Perry, the senior pastor at Mount Sinai Missionary Baptist Church in the small town on the southeastern tip of Georgia, and other community leaders believe the overwhelming majority of the white residents in Brusnwick, save a few exceptions, have already convicted the two black teens — De’Marquise Kareem Elkins, 17, and Dominique Lang, 15 — in the court of public opinion, despite conflicting and murky evidence and the singular testimony of a mentally disturbed woman.


According to the Florida Times-Union of Jacksonville, Fla., defense attorney Kevin Gough said the family of the two black teens fear for their own safety. Gough “said the fear is understandable considering there have been calls on the Internet for lynching Elkins. He said there was a Facebook page called ‘Execute De’Marquise Elkins.’”

“Community-wise, there were too many people who were ready to write these two young men off as the ones who committed this particular deed,” said Perry, who moved to Brunswick six years ago from Jacksonville, Fla., about an hour south.


“I think it goes back to something that we say goes on a lot, the profiling that we do,” Perry continues. “It was too easy for them to believe that two young black males were capable of doing this before having a trial. And in America, our legal system claims that you’re innocent until proven guilty. But in this community, a lot of people wrote them off as being guilty, which is a travesty in and of itself, because now it is looking like there is a strong possibility that they are not guilty.”

Perry is referring to the investigative findings from the Georgia Bureau of Investigations. The GBI revealed to the media that gun residue was found on the hands of both the parents of infant Antonio Santiago, Sherry West and Louis Santiago. And since, as Perry said, there was no gun residue found on the two teenage boys, there have been rumblings going on.

“The question being raised by the minority community is ‘why are they still in jail? If they have this kind of information, then why are they still locked up?’”

Worse than that, the two teens are facing trial for first-degree murder, a capital murder case, in suburban Atlanta (Marrietta, Ga.) on Aug. 19 some 400 miles away from Brunswick. By law, the two teens cannot get the death penalty if convicted because they are under 18 years of age.
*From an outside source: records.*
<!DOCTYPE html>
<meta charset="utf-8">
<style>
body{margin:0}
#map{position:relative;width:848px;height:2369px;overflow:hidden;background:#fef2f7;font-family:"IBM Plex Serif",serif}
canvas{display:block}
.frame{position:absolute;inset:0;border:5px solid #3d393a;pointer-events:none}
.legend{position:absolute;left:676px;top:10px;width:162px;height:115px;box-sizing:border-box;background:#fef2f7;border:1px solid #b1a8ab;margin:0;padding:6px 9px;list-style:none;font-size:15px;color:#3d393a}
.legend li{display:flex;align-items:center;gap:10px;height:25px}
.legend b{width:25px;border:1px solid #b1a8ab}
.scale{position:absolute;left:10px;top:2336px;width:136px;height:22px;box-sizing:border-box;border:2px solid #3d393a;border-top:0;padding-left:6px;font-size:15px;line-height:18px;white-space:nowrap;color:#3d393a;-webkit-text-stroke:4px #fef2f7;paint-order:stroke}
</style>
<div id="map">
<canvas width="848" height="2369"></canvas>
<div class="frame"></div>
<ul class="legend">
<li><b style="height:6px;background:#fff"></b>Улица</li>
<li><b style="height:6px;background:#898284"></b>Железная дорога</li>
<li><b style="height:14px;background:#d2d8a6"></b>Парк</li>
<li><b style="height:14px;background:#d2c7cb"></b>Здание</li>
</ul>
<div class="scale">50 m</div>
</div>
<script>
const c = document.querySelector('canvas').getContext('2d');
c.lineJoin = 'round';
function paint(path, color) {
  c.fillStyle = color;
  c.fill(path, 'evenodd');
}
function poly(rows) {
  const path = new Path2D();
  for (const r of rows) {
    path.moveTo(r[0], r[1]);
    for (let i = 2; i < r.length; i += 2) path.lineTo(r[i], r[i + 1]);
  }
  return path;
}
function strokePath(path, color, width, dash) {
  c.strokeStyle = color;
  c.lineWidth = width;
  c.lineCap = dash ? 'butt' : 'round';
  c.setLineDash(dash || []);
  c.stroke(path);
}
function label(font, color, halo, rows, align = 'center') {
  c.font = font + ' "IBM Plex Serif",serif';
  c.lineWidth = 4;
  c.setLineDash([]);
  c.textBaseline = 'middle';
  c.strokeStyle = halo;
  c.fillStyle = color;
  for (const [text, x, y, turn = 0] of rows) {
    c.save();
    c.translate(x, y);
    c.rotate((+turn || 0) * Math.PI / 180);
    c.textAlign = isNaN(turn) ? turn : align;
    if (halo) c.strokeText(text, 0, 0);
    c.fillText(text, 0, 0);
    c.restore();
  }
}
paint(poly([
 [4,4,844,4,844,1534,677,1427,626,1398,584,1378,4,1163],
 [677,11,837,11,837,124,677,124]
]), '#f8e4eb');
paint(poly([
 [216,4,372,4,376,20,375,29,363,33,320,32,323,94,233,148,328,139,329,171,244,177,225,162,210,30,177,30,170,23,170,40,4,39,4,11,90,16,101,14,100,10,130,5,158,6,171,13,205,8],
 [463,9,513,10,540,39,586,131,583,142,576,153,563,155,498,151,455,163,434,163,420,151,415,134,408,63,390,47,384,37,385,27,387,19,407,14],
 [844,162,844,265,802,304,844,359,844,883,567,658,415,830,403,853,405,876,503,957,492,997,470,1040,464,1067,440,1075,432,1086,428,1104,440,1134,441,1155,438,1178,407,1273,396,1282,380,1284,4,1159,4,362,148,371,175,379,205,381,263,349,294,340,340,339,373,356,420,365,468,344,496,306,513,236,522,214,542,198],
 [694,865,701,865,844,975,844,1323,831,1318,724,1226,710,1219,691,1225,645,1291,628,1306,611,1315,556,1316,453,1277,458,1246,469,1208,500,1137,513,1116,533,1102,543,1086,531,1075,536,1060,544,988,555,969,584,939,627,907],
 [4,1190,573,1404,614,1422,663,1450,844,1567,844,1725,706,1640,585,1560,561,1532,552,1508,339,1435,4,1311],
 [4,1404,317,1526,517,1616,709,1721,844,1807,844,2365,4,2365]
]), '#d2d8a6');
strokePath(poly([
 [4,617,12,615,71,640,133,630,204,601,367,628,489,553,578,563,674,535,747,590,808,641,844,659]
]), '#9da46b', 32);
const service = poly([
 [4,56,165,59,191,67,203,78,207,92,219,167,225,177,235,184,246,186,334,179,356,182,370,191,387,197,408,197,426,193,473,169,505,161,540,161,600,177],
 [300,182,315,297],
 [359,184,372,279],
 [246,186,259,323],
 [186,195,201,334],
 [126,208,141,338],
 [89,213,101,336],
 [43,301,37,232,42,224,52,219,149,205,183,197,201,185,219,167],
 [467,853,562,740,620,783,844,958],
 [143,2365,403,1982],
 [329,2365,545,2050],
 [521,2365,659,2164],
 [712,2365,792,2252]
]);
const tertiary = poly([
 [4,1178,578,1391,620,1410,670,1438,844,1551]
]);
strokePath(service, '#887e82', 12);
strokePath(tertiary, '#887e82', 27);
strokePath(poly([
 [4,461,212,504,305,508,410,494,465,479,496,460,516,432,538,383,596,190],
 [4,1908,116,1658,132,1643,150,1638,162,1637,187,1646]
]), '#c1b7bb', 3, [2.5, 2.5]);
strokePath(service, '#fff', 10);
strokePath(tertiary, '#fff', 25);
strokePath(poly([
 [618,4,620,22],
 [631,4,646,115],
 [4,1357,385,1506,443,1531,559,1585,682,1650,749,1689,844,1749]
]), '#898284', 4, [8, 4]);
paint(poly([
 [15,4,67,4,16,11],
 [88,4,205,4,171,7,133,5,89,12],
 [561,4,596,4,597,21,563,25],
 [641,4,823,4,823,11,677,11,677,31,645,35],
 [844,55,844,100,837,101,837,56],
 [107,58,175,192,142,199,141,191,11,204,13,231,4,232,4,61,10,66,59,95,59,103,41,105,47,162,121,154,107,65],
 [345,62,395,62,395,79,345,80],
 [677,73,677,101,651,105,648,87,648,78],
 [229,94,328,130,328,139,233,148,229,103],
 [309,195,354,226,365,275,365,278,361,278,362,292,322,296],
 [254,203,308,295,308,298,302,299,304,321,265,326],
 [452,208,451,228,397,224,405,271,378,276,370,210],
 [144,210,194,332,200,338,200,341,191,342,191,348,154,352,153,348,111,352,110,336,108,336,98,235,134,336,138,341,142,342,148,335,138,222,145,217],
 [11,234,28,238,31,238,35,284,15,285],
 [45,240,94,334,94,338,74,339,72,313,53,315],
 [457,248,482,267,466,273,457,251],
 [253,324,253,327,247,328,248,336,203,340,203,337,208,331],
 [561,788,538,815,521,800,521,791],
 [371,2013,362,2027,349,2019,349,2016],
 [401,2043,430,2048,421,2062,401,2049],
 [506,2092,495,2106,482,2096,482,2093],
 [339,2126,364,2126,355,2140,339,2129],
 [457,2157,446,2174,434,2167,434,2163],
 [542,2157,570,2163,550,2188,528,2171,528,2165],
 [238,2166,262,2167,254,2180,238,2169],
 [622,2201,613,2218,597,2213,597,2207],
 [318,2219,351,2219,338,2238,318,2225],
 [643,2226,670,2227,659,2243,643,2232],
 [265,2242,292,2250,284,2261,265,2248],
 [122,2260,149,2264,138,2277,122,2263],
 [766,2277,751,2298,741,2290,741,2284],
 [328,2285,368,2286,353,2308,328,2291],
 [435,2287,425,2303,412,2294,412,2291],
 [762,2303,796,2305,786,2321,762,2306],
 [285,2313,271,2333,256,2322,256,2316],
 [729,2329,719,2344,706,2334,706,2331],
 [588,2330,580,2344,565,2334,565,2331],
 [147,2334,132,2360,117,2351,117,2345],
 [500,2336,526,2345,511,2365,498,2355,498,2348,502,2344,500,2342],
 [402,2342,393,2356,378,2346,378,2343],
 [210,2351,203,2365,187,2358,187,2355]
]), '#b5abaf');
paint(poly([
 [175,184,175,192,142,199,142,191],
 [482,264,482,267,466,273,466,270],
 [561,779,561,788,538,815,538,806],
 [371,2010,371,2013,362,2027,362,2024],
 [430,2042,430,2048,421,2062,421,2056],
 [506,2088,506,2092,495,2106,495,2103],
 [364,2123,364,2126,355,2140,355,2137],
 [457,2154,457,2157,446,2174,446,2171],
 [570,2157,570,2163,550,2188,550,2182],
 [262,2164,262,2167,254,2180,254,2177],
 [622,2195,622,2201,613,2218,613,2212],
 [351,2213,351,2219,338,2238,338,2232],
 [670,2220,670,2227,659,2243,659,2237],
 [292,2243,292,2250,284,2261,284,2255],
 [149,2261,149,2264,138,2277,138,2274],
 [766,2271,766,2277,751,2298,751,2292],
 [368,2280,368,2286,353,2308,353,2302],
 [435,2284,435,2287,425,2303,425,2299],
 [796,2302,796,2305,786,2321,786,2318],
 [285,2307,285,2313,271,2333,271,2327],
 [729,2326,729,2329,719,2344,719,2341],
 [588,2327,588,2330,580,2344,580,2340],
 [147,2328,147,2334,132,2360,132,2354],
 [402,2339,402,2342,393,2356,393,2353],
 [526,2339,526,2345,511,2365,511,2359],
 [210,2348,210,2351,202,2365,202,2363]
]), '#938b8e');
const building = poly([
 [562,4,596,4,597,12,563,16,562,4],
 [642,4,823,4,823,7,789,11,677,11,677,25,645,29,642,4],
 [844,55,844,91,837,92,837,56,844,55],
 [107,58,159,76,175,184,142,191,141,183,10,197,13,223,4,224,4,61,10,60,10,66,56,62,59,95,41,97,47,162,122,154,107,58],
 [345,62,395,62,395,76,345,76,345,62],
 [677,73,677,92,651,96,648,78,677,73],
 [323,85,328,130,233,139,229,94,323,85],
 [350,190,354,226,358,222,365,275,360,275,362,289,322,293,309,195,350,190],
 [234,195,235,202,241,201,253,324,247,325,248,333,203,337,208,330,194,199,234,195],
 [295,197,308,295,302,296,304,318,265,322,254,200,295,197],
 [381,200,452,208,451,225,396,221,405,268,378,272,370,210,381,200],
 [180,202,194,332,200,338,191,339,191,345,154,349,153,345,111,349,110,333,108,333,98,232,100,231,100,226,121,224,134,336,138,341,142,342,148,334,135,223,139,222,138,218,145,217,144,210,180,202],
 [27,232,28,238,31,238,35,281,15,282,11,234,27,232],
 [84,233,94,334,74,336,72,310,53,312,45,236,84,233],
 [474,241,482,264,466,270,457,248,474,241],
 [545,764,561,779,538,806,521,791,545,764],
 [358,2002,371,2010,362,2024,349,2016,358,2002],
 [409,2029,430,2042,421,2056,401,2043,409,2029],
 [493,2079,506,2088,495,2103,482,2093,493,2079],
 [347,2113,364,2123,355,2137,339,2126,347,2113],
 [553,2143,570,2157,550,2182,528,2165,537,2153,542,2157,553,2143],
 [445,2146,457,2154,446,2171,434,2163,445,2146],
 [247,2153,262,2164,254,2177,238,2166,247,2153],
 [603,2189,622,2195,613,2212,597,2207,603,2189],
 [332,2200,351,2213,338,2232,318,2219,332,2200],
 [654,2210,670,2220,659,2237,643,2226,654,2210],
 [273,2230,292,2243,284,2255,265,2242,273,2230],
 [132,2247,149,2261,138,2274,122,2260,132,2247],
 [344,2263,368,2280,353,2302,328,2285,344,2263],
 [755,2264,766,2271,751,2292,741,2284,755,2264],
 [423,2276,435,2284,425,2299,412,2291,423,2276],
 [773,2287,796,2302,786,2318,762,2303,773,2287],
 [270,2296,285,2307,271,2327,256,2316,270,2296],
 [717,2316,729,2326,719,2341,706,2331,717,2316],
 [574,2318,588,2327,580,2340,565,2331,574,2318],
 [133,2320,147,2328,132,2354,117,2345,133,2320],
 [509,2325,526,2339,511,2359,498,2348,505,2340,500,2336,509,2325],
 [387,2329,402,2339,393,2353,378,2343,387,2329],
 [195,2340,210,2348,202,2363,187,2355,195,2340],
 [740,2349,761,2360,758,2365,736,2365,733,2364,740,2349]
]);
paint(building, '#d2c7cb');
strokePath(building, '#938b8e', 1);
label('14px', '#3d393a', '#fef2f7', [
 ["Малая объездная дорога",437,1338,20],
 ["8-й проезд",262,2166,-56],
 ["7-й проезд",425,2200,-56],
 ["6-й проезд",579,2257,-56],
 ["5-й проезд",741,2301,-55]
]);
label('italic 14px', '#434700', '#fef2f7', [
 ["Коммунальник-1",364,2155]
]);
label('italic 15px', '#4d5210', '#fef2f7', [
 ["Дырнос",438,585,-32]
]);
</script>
“And now evidence is coming out about gun residue, about it being on the hands of the mother and the father, who claims he was nowhere to be found. So questions are now being raised that begin to make (some) people think that ‘are they really innocent?’ Perry ponders. “And you have to raise the question that ‘what if we never got to the point of never discovering that they had no gun residue on their hands?’ but the mother and father of the deceased child did (have gun residue on their hands).”

Perry adds that everyone in Brunswick was horrified and mortified by this heinous act, blacks and whites alike.

“One of the great injustices of this case is that it paints this community in a way that it isn’t. The act was so gruesome that those who were introduced to this city view it in light of that act. The powers that be are, of course, concerned about that act, how that impacts tourism, how it affects the image of the community,” Perry surmised.

“So you have that on one end. On the other end, what I saw was a community that was devastated by that act, that someone could literally take the life of a baby in that fashion.”